En effet, les cryptomonnaies indépendantes peuvent être considérées, par les entreprises, comme étant une solution alternative à la difficulté posée par la sur-conformité des établissements bancaires, qui préfèrent refuser d’opérer, par précaution, des transactions pourtant autorisées face à la complexité du nexus américain et la conflictualité potentielle des régimes de sanctions européens et outre-Atlantique. Désormais, une entreprise peut acheter des cryptomonnaies dites stablecoins, par exemple émises par une société qui stock x grammes d’or ou x dollars par cryptomonnaie pour éviter la volatilité, et les envoyer au destinataire sans passer par une banque. Si les questions de conformité demeurent dans le cadre de la finance décentralisée, la sur-conformité des banques disparaît. Le coût initial de ces vérifications est alors amorti par les économies de frais bancaires. Les transactions deviennent quasi-instantanées alors que plusieurs semaines seraient nécessaires avec une des rares banques qui accepterait de procéder à la transaction. Le recours aux cryptomonnaies offre alors un accès à de nouveaux marchés prometteurs.
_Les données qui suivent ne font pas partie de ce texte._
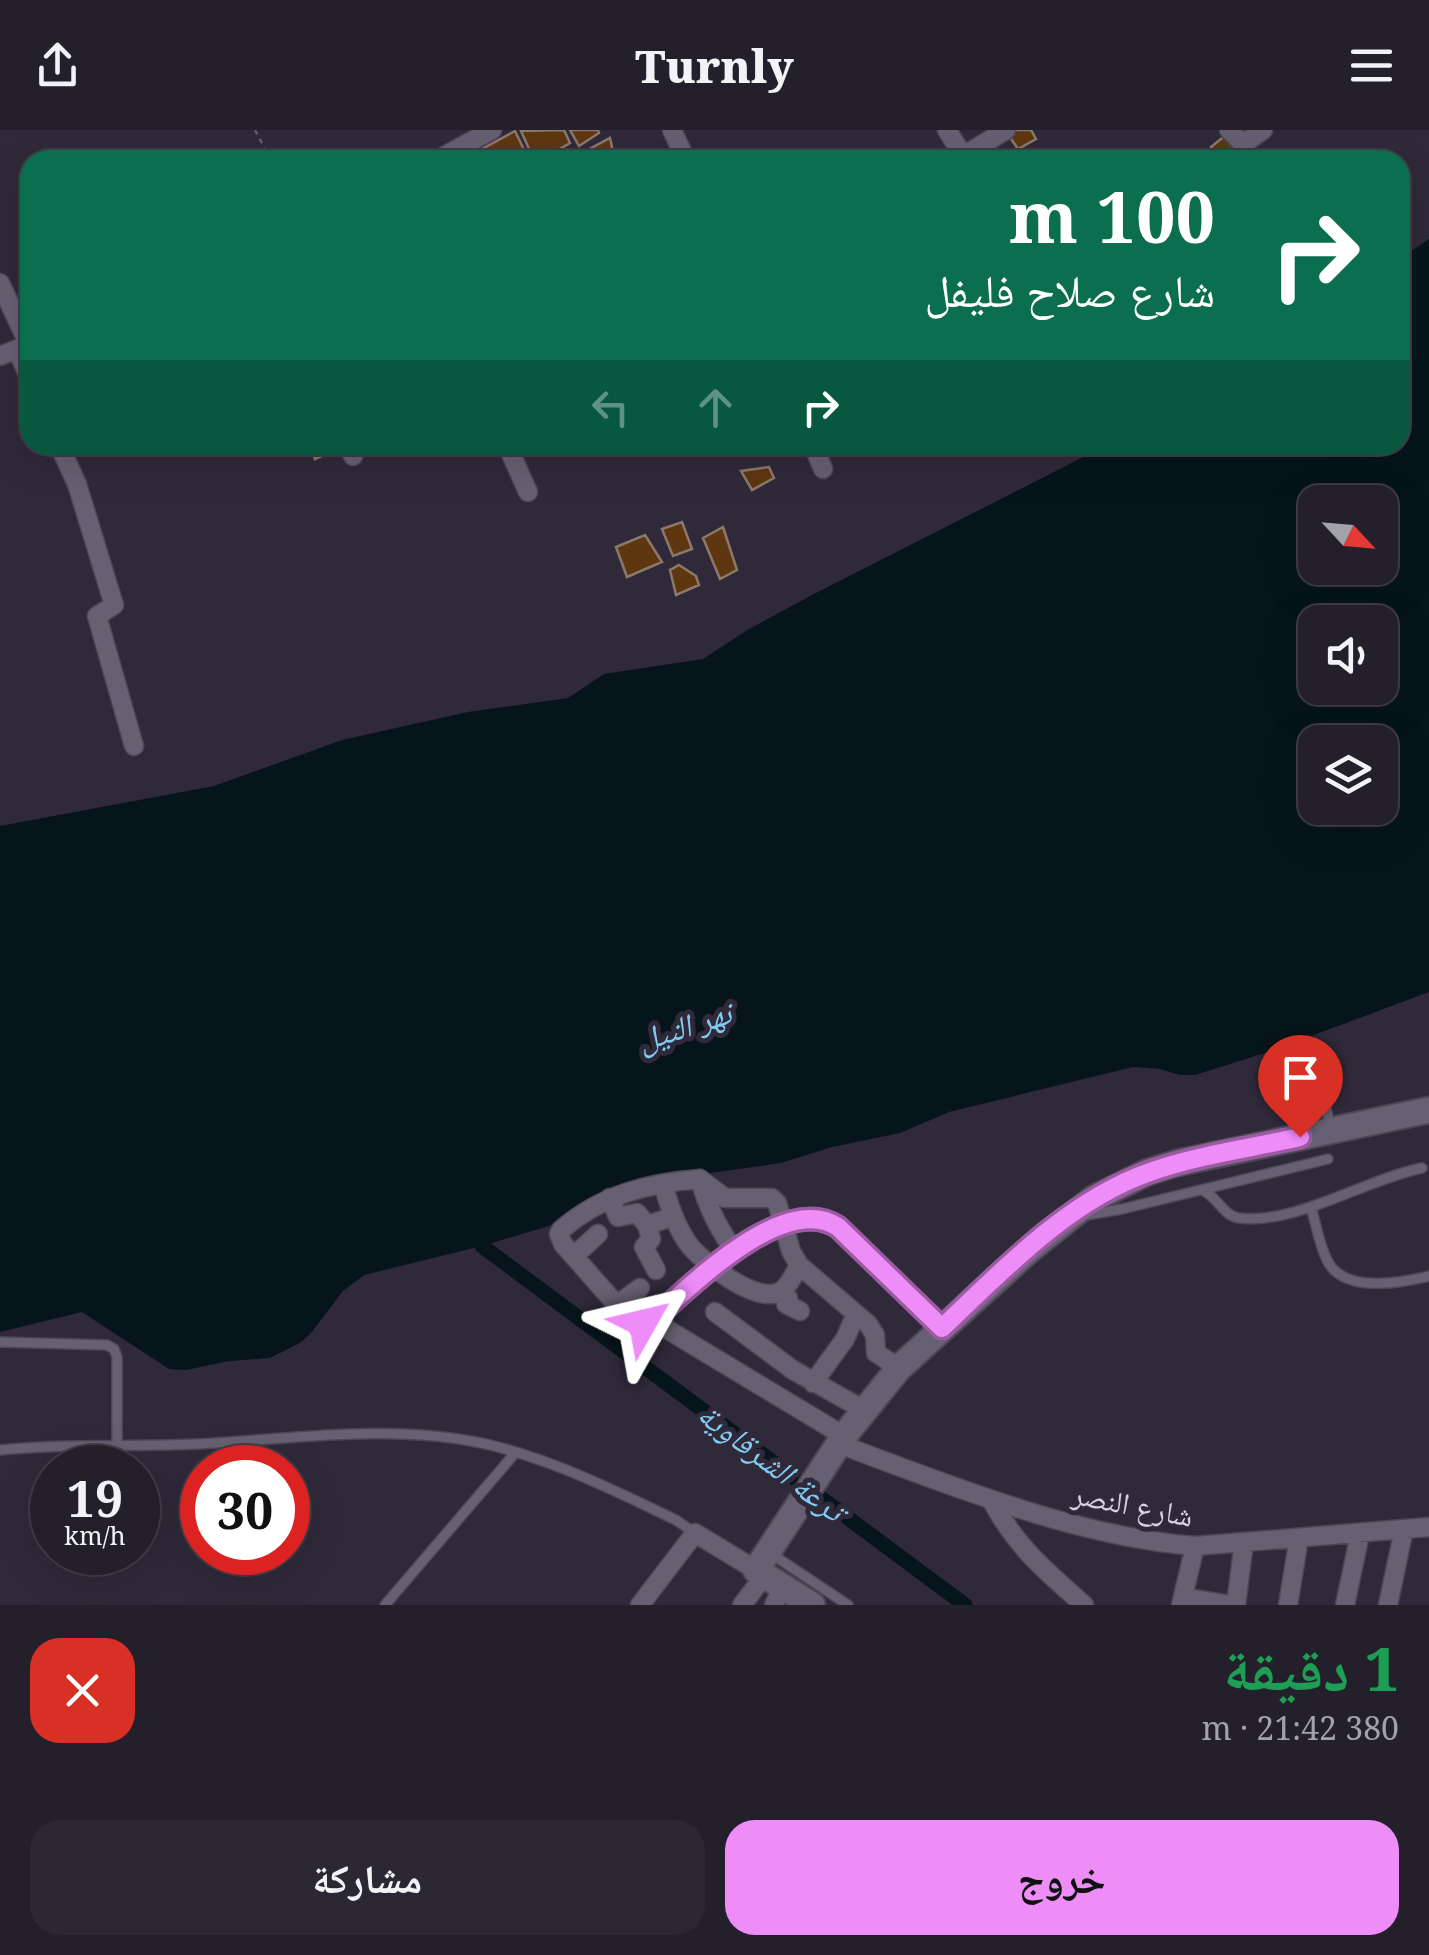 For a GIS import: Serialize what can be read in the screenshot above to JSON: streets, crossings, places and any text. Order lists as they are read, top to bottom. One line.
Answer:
{"streets":{"street":["شارع النصر"]},"water":["نهر النيل","ترعة الشرقاوية"],"north":"bottom right","page":{"header":"Turnly","turn":["100 m","شارع صلاح فليفل"],"speed":"19 km/h","limit":"30","heading":["1 دقيقة","380 m · 21:42"],"buttons":["خروج","مشاركة"]}}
Cependant, les bénéfices de l’usage des cryptomonnaies indépendantes pourrait être limités par ces nouvelles dispositions du règlement MicA. En l’état, l’intégration des tokens non fongibles (NFT) et des stablecoins algorithmiques ainsi que la question de la concurrence déloyale de plateformes étrangères, non soumises à MiCA, sont les points les plus problématiques. Ces mesures affectent particulièrement les plateformes européennes, qui procèdent aux paiements et échanges pour les entreprises. Les plateformes sont désormais amenées à renforcer leur conformité, engendrant ainsi des coûts et des délais répercutés. Ainsi des entreprises ayant recours ponctuellement à une plateforme seront-elles dissuadées, l’avantage compétitif de ces plateformes sur les banques n’étant plus aussi attractif. D’autres, qui ont un besoin continu et important, vont continuer à y recourir ou procéder directement à ces transactions, sans plateformes, quitte à investir et former leurs équipes. Enfin, c’est une solution de compromis, certains acteurs économiques peuvent recourir à des plateformes non-européennes, ce qui n’est pas interdit tant qu’il n’y a pas sollicitation active.

Le problème est donc plus profond, la différence croissante entre la réglementation restrictive de l’Union européenne et celle d’autres juridictions plus accommodantes. Le choix même de procéder par un règlement exhaustif, là où les États-Unis veulent réglementer par décisions judiciaires progressives, ne permet pas la flexibilité nécessaire à un secteur innovant. La question se pose alors des enjeux sous-jacents à ce choix. L’Union européenne, à la différence de Washington, envisage de mettre en place une monnaie numérique de banque centrale, le e-euro, lequel est un concurrent pour les cryptomonnaies indépendantes et les stablecoins … une partie de ces derniers devraient être régulés par MiCA.